Amy Joy Wroe Bechtel (August 4, 1972 – disappeared July 24, 1997; declared legally dead 2004) is an American woman who disappeared while presumably jogging in the Wind River Mountains approximately  south of Lander, Wyoming. Despite extensive investigative work and media portrayals, her case remains unsolved . She was declared legally dead in 2004 at the behest of her husband, rock climber Steve Bechtel.

Background
Bechtel was born Amy Joy Wroe in Santa Barbara, California, in 1972. She graduated from the University of Wyoming, where she met her husband, Steve Bechtel. In college, Bechtel was a competitive long-distance runner and hoped to try out for the 2000 Summer Olympics.

Disappearance
On the morning of July 24, 1997, Bechtel told her husband, Steve, that she was planning on running several errands in town after teaching a children's weight-lifting class at the Wind River Fitness Center. She stopped at Camera Connection, a photo store near her home in Lander, around 2:30 p.m. after teaching her class. Following her time at the photo store, she stopped by Gallery 331, where she spoke to the proprietor, Greg Wagner. Wagner noted that Bechtel seemed hurried, and repeatedly glanced at her watch during their conversation. Wagner's was the last confirmed sighting of Bechtel.

After leaving the photo shop, it is believed by authorities that Bechtel drove to the Shoshone National Forest to practice the course of an upcoming 10K run she was enrolled to compete in. According to an eyewitness driving on Loop Road through the forest that afternoon, a woman resembling Bechtel was seen running along the road wearing black shorts similar to those she had worn earlier that day.

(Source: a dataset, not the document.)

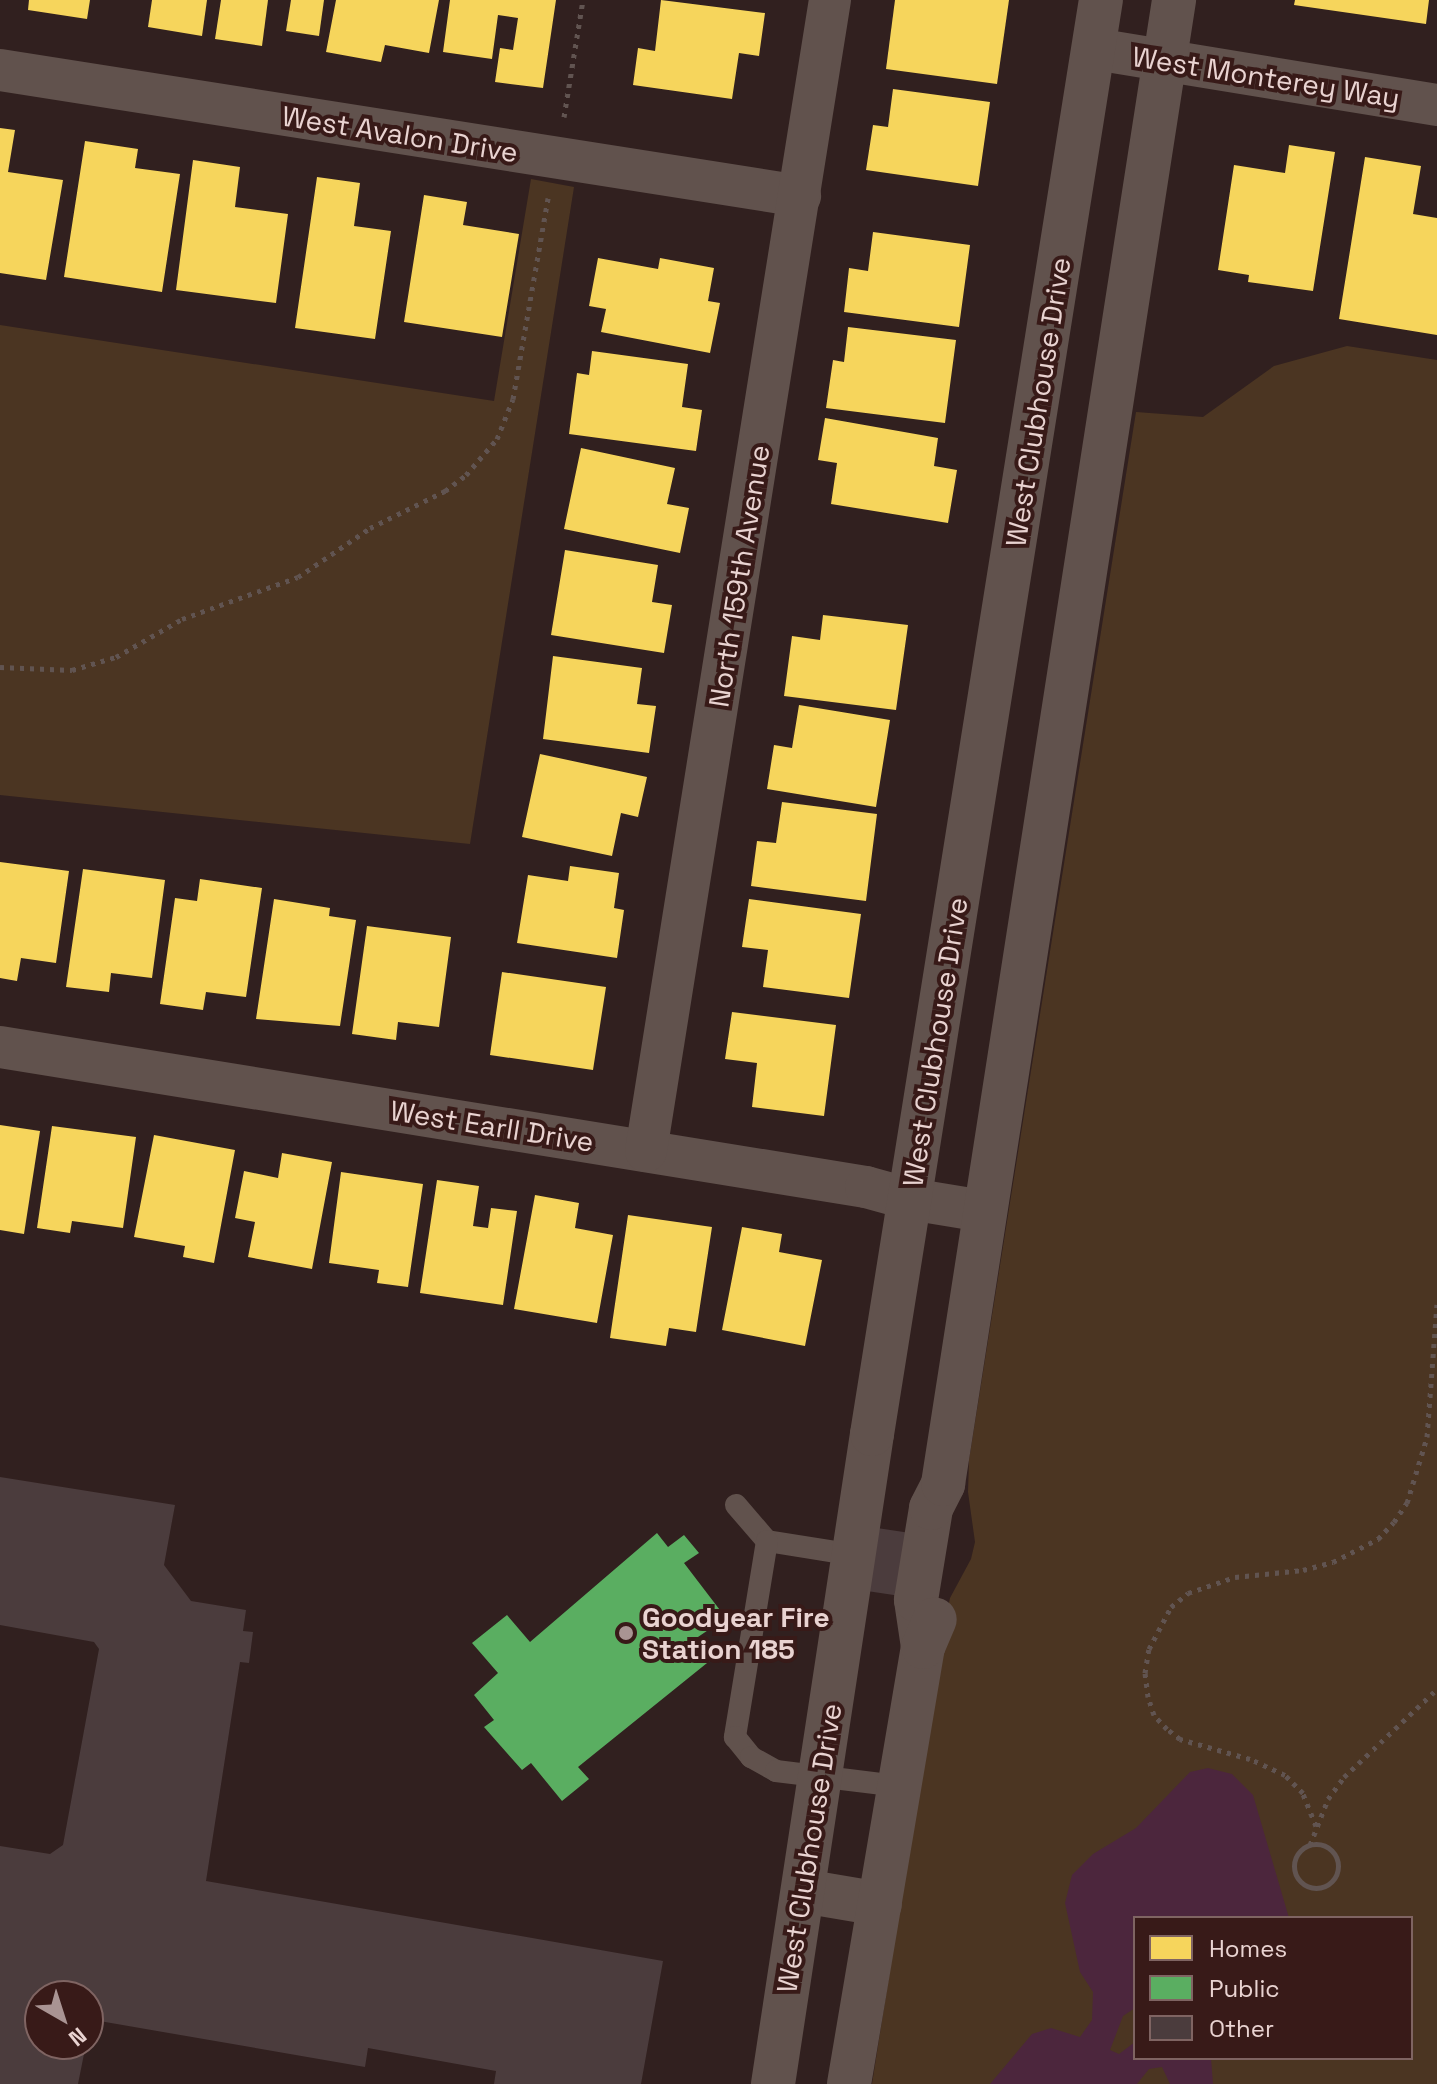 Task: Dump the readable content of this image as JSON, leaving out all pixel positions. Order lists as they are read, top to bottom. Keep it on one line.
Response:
{"streets":{"street":["West Monterey Way","West Avalon Drive","West Clubhouse Drive","North 159th Avenue","West Earll Drive"]},"crossings":[["West Monterey Way","West Clubhouse Drive"],["West Avalon Drive","North 159th Avenue"],["West Clubhouse Drive","West Earll Drive"],["North 159th Avenue","West Earll Drive"]],"places":["Goodyear Fire Station 185"],"legend":["Homes","Public","Other"],"north":"bottom right"}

At 4:30 p.m., Steve returned home after having spent the day with a friend and found his wife absent. At 10:30 p.m., he called police to report his wife missing. At 1 a.m. on the morning of July 25, Bechtel's car, a white Toyota Tercel, was discovered parked on a turnout at Burnt Gulch in Lander.

Investigation
By 3 a.m. on July 25, 1997, an extensive search for Bechtel was underway from law enforcement, as well as Steve and the couple's friends and family. By July 27, police were receiving roughly 1,000 calls per day with tips and potential leads in Bechtel's disappearance; additionally, various lakes and mines were searched with no results.

Investigators initially believed Bechtel to have fallen victim to the elements or potentially been attacked by a bear or mountain lion; however, they later suspected Steve after uncovering a series of his journals describing violence toward women and, specifically, his wife. Detectives interrogated Steve on August 1, 1997, falsely claiming to have evidence proving he had murdered his wife; in response, Steve terminated the interview. He later said the journals had comprised song lyrics he had written for his band, and that they were unrelated to Bechtel or her disappearance. 

In 1998, local police stated that Bechtel was not a central suspect in the case, but that they had wanted to clear him of suspicion in order to follow other leads, which they were unable to do after his lack of cooperation. Steve provided an alibi for the time of Bechtel's disappearance, which was corroborated by friends who agreed they had spent the afternoon with him rock climbing. However, on the advice of criminal defense attorney Kent Spence, Steve refused to submit to a polygraph test. Additionally, a woman driving through the area from where Bechtel disappeared claimed to have seen a truck matching Steve's in the area.

In late August 1997, the FBI requested satellite photos from NASA of the area on the day of Bechtel's disappearance, but the satellite images provided no information. In January 1998, satellite images taken by the Russian space station Mir were also obtained by the FBI, but they also revealed nothing of note.

Later developments
In June 2003, a Timex Iron Man digital watch was discovered by a doctor hiking near the Popo Agie River and was turned in to police. It was noted to be similar to a watch Bechtel had owned at the time of her disappearance; however, law enforcement was unable to determine whether or not the watch belonged to her.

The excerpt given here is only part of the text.